▶ _Work to complete_
In the data that follows, determine how many lines contain the word "ΤΡΙΑΔΟΣ", and give only that number.

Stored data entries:
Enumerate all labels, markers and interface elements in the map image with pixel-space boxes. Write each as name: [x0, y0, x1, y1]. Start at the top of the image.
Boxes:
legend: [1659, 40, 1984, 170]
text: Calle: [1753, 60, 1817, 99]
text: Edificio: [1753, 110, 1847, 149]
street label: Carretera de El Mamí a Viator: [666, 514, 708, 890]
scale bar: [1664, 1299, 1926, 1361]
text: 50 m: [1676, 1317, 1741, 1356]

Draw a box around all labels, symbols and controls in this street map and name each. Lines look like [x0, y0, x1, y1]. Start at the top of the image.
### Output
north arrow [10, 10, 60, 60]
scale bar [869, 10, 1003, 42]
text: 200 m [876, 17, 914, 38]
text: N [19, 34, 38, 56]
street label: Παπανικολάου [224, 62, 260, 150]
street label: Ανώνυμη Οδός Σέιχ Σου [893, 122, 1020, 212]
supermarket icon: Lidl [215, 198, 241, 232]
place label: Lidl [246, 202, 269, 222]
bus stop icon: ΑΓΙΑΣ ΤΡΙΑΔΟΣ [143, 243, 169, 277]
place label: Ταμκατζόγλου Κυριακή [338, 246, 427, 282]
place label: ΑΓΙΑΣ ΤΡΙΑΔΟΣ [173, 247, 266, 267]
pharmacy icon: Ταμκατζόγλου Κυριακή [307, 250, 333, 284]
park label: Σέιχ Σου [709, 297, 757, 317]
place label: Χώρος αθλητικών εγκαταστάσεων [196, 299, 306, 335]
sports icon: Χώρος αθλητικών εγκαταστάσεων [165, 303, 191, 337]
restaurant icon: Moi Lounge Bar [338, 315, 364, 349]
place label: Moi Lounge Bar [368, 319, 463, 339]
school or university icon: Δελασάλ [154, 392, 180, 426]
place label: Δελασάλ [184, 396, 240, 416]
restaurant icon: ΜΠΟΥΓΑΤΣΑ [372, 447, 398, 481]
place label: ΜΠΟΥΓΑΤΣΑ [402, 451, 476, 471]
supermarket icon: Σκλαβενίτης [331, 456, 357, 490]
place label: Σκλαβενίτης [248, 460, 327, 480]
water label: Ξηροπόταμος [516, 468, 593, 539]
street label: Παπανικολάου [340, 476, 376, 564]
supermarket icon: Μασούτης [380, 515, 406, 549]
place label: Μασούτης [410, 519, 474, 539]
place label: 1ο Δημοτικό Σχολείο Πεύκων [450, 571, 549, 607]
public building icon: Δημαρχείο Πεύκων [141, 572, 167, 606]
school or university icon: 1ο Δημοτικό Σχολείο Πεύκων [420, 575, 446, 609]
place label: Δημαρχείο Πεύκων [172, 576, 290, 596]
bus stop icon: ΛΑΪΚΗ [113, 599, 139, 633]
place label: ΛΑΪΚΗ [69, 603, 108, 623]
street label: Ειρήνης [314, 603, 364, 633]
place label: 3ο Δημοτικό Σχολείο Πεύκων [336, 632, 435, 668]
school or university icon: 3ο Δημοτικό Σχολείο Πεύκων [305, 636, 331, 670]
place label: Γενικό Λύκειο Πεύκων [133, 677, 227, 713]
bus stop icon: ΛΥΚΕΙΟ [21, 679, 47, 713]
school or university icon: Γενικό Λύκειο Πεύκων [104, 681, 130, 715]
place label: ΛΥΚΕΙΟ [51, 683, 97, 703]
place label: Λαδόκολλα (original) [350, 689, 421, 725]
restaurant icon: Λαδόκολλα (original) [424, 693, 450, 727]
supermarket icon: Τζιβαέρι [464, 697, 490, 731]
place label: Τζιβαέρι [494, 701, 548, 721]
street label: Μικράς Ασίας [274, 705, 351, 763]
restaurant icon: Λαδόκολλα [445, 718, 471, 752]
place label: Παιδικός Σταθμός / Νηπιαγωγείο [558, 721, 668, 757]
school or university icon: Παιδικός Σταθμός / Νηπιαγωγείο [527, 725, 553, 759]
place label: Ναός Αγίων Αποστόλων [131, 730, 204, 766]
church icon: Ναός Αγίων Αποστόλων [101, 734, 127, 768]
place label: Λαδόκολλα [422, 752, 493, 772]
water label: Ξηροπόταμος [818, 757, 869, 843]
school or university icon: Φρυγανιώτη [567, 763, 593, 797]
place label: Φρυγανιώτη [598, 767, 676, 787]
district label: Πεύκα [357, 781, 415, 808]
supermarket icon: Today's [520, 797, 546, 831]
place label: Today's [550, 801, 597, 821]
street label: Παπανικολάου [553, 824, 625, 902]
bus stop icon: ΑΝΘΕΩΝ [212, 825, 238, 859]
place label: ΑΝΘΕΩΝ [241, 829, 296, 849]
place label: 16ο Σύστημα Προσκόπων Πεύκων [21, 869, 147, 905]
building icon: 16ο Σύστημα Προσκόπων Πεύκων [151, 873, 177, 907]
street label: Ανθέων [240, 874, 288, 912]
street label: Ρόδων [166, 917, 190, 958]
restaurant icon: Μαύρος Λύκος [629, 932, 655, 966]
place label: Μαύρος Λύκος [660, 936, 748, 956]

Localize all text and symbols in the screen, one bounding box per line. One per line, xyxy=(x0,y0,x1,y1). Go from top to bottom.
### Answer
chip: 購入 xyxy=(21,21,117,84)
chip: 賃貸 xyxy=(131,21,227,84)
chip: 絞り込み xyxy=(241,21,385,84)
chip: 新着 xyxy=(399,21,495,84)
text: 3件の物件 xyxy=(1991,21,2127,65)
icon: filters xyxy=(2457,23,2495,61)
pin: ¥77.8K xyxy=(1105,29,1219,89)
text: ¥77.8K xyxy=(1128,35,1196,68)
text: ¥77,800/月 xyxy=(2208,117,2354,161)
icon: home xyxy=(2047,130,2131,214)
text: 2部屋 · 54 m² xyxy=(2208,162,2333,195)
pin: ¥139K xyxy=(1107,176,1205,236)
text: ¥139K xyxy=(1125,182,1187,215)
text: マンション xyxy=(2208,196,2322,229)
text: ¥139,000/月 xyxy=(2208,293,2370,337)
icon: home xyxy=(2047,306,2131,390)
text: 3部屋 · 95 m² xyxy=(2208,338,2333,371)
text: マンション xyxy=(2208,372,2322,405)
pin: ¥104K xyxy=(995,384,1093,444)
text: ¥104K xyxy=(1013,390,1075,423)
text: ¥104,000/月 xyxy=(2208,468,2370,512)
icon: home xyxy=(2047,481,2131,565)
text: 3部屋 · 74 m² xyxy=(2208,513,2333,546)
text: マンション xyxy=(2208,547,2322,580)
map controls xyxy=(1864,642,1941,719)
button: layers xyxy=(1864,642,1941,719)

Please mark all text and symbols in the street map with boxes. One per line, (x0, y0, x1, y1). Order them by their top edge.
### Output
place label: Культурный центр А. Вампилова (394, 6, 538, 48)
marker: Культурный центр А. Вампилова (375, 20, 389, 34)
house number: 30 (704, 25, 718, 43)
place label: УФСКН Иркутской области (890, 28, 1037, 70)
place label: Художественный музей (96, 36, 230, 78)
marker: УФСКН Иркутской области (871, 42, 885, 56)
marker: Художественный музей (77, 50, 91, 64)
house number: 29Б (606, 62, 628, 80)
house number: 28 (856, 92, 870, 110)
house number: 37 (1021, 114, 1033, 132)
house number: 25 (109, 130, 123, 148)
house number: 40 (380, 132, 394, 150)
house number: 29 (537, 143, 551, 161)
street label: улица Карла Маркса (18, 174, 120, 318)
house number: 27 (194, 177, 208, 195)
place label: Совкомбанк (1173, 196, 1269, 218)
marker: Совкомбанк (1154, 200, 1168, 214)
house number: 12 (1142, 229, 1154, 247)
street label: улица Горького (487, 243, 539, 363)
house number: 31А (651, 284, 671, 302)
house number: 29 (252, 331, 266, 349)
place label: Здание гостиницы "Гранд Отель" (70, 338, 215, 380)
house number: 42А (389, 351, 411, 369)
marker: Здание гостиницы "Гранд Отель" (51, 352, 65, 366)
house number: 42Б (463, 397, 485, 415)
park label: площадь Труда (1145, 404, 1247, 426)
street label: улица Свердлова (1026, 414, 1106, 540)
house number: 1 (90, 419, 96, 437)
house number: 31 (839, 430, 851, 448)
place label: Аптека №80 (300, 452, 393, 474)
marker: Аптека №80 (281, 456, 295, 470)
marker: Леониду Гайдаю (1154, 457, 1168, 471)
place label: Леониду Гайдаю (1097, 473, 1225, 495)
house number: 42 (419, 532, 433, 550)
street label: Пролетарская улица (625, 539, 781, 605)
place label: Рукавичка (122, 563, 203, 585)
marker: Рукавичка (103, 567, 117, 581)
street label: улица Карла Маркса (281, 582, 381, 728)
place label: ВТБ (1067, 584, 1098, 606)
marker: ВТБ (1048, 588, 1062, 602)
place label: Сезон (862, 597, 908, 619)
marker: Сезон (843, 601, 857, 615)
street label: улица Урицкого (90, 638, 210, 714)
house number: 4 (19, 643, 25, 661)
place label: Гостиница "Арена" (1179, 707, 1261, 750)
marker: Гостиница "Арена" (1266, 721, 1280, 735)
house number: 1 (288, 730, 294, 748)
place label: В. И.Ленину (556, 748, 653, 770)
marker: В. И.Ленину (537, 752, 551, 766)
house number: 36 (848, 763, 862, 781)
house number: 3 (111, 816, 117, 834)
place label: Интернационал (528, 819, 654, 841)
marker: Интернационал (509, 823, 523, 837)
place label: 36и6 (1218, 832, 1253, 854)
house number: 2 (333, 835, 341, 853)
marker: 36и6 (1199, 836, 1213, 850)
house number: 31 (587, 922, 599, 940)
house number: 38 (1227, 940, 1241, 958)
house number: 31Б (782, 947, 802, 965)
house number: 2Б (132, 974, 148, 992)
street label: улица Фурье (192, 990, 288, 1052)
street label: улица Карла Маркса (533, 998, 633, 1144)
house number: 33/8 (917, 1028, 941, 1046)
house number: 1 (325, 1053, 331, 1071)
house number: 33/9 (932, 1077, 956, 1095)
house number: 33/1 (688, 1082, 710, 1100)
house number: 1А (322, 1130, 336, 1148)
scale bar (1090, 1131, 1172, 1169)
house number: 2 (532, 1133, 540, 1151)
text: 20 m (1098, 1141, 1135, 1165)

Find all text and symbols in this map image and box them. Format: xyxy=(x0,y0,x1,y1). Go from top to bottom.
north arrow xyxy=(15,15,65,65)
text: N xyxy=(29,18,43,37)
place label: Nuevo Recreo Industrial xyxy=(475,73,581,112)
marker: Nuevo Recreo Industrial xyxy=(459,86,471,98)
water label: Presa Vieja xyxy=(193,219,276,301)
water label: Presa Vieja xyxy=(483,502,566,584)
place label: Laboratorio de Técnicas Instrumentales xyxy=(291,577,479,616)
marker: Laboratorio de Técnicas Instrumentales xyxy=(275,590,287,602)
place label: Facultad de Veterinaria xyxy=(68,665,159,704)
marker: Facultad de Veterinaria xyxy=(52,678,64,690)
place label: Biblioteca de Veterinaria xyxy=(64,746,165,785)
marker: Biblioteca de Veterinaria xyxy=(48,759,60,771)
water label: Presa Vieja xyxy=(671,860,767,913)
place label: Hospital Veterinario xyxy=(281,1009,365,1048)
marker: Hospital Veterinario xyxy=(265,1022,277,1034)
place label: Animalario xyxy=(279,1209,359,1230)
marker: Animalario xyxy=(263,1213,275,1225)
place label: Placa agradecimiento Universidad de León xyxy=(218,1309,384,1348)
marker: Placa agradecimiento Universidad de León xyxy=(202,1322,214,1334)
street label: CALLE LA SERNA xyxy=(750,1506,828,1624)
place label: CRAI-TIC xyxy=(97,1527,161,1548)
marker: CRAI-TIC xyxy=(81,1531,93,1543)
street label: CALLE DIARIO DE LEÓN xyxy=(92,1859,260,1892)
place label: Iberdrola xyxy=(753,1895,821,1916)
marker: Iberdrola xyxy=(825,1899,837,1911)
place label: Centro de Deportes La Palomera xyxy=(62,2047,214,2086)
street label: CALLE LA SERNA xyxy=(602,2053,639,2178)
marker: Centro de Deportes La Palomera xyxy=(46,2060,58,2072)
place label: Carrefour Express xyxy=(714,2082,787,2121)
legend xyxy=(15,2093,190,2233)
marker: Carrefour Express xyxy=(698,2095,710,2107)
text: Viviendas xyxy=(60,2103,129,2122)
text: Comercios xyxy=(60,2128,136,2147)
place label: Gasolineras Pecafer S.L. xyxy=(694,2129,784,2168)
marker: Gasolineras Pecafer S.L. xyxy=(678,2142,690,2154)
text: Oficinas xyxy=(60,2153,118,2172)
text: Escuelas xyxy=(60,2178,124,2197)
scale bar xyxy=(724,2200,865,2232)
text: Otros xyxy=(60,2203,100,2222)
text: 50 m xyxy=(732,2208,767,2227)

▶ _Your response_
2